ONE OF SOUTH SUDAN’S FAILED ECONOMY FIRST VICTIMS GETS WOUND UP
(Posted 28th July 2016)
The High Court in Kenya earlier this week finally handed down a decision in a case which was going on for the past three years.
Jetlink, once Kenya’s most successful private jet airline, now stands wound up though the judgement was stayed for a week to determine the issue of costs of the suit.
The woes for the airline started when South Sudan’s Central Bank, in cohorts with the regime, refused to let the airline remit nearly 2.5 million US Dollars worth of ticket sales, forcing the airline into payment default at the time with several suppliers of fuel, services and also lease payments.
It could never be ascertained what if any role the Kenyan government played at the time, assisting Jetlink and a number of other affected Kenyan companies, to get paid and the outbreak of hostilities between the regime and political opponents then put paid to any further attempts to get money out of South Sudan.
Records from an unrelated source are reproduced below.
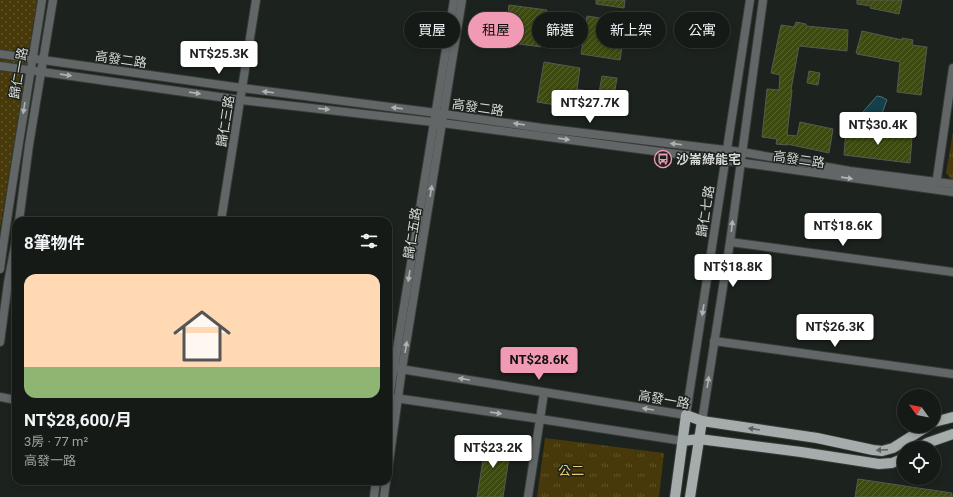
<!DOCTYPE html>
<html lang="zh-TW">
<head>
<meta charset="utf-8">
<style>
  :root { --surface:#151a16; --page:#1e231f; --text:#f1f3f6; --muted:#9da1a1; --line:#343835; --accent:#f19ab3 }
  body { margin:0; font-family:Roboto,"Noto Sans TC",sans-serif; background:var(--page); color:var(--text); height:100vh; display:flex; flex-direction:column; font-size:15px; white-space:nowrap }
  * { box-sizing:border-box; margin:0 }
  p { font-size:13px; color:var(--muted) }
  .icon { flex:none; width:22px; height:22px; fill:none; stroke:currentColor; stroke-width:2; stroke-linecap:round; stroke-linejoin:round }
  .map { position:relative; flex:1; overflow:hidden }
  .panel { position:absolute; left:12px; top:217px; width:380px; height:268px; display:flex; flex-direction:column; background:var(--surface); border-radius:12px; box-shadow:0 2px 6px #0003,0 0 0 1px var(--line) }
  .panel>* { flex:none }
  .guide { position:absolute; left:404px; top:12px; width:380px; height:36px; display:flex; gap:8px }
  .needle { width:26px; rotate:303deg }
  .tools { position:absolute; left:897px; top:389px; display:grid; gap:8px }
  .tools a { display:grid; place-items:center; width:44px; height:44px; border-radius:50%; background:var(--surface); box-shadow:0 2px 6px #0003,0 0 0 1px var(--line); font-size:20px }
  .price { position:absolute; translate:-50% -34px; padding:0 9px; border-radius:4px; background:#fff; color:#222; font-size:13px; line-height:26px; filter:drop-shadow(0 1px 2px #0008) }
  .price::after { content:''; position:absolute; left:50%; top:24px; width:12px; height:9px; margin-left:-6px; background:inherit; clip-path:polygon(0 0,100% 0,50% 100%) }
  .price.current { background:var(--accent); color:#111 }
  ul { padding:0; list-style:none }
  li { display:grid; align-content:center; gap:8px; height:212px; padding:0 12px }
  li span { display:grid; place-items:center; height:124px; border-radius:12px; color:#555 }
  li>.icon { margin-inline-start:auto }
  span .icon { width:72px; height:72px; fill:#fffc; stroke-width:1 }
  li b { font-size:17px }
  h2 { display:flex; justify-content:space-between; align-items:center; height:48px; padding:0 12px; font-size:17px }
  .chip { padding:0 14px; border-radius:18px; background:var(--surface); box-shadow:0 2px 6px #0003,0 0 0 1px var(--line); font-size:14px; line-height:36px }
  .chip.current { background:var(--accent); color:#111 }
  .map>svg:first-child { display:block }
</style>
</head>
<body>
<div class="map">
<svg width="953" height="497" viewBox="0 0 953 497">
  <defs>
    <pattern id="grass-dots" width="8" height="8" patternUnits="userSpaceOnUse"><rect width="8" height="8" fill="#473909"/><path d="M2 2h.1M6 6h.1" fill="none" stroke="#61552c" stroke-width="1.8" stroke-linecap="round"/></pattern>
    <pattern id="park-tufts" width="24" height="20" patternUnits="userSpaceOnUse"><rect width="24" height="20" fill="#473909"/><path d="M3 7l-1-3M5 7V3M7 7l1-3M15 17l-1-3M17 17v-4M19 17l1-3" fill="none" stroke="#61552c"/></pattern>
    <pattern id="building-hatch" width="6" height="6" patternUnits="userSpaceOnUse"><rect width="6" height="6" fill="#3d4b10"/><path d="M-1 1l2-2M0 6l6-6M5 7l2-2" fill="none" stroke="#586432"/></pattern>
  </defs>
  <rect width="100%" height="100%" fill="#1c221e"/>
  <polygon fill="url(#grass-dots)" points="0,0 37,0 0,230"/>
  <g fill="url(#park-tufts)">
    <polygon points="953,132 953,180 951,179 946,173"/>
    <polygon points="545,438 664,453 659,497 537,497"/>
  </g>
  <path fill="#144049" stroke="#4f6e74" d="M877 96 882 97 887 100C883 108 884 115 875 120 869 118 862 120 858 117V114L862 113Z"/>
  <g fill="url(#building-hatch)" stroke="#575952">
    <polygon points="596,0 625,0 624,8 596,4"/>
    <polygon points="857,0 902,0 899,14 870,8 871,6 857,4"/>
    <polygon points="509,5 547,10 541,47 504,42"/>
    <polygon points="587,16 626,22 620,60 581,54"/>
    <polygon points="796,22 806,24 806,26 848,30 847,51 799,46 791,90 792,90 787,135 797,136 800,122 833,129 829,153 787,144 787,145 776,144 777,139 762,137 767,89 779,90 780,75 771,73 781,25 794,27"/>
    <polygon points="862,31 902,40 902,38 913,40 912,45 927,47 921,95 897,92 900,62 857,54 857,53 856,53"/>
    <polygon points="544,62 580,68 577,89 599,93 602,76 617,78 611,114 537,102"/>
    <polygon points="809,71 820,73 818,85 807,83"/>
    <polygon points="846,129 912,138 910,163 844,155"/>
    <polygon points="475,441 511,445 503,497 477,497 484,454 474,452"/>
    <polygon points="858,479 952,493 952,497 855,497"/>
  </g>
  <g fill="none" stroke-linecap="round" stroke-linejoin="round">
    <g stroke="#363c38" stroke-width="10">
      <g id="minor">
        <polyline points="0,54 242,88 444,114 542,128 742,152 850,171 953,184"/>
        <polyline points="0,66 241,100 442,123 715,159 953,192"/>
        <polyline points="936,185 953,68"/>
        <polyline points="19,221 29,145 53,0"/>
        <polyline points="221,221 256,0"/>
        <polyline points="730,242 953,272"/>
        <path d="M0 269C12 179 28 90 42 0"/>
        <polyline points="714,341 953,374"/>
        <polyline points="0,342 8,283 16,240"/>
        <polyline points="388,367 686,415 750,0"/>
        <polyline points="0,397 16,400"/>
        <polyline points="395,398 540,419 683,441"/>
        <polyline points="388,404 454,0"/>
        <polyline points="702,421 730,242 763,0"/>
        <polyline points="388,469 402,369 462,0"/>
        <polyline points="374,497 376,481"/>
        <polyline points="384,497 386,481"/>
        <polyline points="528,497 544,393"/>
      </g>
    </g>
    <g stroke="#363c38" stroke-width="12">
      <g id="primary">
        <polyline points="934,422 953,417"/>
        <polyline points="683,441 699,439 801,452 879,464 892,463 904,458"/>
        <polyline points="918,448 927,443 953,434"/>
        <polyline points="675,497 686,415 702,421 817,438 873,450 882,451 893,448 928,426"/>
        <polyline points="690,497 702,421"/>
      </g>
    </g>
    <use href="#minor" stroke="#626666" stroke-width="8"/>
    <use href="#primary" stroke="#a5adac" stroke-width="10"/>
  </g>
  <defs><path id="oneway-solid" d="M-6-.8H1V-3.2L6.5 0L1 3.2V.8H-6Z"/></defs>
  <g fill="#afb2b1">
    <use href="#oneway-solid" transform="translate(66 75) rotate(8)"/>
    <use href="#oneway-solid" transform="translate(268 92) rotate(-173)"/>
    <use href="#oneway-solid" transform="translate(195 93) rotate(8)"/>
    <use href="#oneway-solid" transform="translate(24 108) rotate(99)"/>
    <use href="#oneway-solid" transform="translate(397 108) rotate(-173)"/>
    <use href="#oneway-solid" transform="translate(324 109) rotate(6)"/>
    <use href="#oneway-solid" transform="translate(519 124) rotate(-172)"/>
    <use href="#oneway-solid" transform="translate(564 139) rotate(8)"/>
    <use href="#oneway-solid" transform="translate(676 144) rotate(-173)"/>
    <use href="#oneway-solid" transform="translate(847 178) rotate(8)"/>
    <use href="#oneway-solid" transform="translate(431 191) rotate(-81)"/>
    <use href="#oneway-solid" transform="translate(732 226) rotate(-83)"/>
    <use href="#oneway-solid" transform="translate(409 276) rotate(99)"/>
    <use href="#oneway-solid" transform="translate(703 310) rotate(99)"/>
    <use href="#oneway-solid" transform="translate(406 347) rotate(-81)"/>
    <use href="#oneway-solid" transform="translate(464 379) rotate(-171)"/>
    <use href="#oneway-solid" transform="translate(708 382) rotate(-81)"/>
    <use href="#oneway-solid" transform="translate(648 409) rotate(-171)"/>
    <use href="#oneway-solid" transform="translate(496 413) rotate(8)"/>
  </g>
  <g fill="#5a615e">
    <use href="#oneway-solid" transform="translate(754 429) rotate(-171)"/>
    <use href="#oneway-solid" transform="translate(882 450) rotate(178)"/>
  </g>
  <defs>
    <g id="bus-ring" transform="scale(0.9)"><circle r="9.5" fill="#1c221e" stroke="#f19ab3" stroke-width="1.5"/><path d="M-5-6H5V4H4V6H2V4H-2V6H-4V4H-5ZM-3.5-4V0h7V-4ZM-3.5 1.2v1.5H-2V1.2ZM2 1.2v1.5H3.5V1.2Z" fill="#f19ab3"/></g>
  </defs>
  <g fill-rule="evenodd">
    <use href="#bus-ring" x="663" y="159"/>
  </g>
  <g text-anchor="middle" stroke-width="3" stroke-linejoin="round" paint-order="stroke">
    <g font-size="13" fill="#d8dbd9" stroke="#1c221e">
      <text transform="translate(121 59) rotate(8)" y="5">高發二路</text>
      <text transform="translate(18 73) rotate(-80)" y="5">歸仁一路</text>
      <text transform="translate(478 107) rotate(8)" y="5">高發二路</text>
      <text transform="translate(225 121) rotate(-81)" y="5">歸仁三路</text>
      <text transform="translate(799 159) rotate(8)" y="5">高發二路</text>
      <text transform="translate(705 211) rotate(-81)" y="5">歸仁七路</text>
      <text transform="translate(412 233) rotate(-81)" y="5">歸仁五路</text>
      <text transform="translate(664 399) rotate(10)" y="5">高發一路</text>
    </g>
    <g font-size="13" font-weight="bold" fill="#d8dbd9" stroke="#1c221e" text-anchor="start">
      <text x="676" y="164">沙崙綠能宅</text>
    </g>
    <g font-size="13" fill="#e7cb72" stroke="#1c221e">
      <text x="571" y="475">公二</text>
    </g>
  </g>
</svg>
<div class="tools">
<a><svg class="needle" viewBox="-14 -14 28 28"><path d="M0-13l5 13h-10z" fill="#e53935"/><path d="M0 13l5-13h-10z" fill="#9da1a1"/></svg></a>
<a><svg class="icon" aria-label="locate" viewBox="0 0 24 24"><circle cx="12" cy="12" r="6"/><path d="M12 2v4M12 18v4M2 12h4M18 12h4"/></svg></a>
</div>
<b class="price" style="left:219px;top:75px">NT$25.3K</b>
<b class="price" style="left:590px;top:124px">NT$27.7K</b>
<b class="price" style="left:878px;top:146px">NT$30.4K</b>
<b class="price" style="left:843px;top:247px">NT$18.6K</b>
<b class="price" style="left:733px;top:288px">NT$18.8K</b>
<b class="price" style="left:835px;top:348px">NT$26.3K</b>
<b class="price current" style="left:539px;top:381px">NT$28.6K</b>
<b class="price" style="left:493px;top:469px">NT$23.2K</b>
<div class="guide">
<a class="chip">買屋</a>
<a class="chip current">租屋</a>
<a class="chip">篩選</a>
<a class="chip">新上架</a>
<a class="chip">公寓</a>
</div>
<section class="panel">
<h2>8筆物件<svg class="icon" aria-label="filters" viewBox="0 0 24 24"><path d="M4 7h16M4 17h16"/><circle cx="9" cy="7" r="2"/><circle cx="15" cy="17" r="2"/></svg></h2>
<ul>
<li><span style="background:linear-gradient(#ffd9b3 75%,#8fb573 0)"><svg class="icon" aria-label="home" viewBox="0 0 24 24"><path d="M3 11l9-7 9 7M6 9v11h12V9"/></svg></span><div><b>NT$28,600/月</b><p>3房 · 77 m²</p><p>高發一路</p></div></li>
</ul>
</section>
</div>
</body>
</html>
With the economy in tatters, the coffers empty and the currency, once worth 2 South Sudan Pounds to the US Dollar but now trading at 60 or worse, there simply is no foreign exchange left at the Central Bank, one of the reasons why government employees, including police and army, have not been paid in months.
Jetlink’s debts, arguably interest included, are now said to be in the 4.5 billion Kenya Shillings region, all triggered by their initial forced default when South Sudan kept their money illegally as it violated international accords between IATA and governments around the world.
A debt for equity swap, at one stage on the table, has also failed to take off and it is now a final good bye for Jetlink, once a regular sight in the skies over Kenya and Eastern Africa.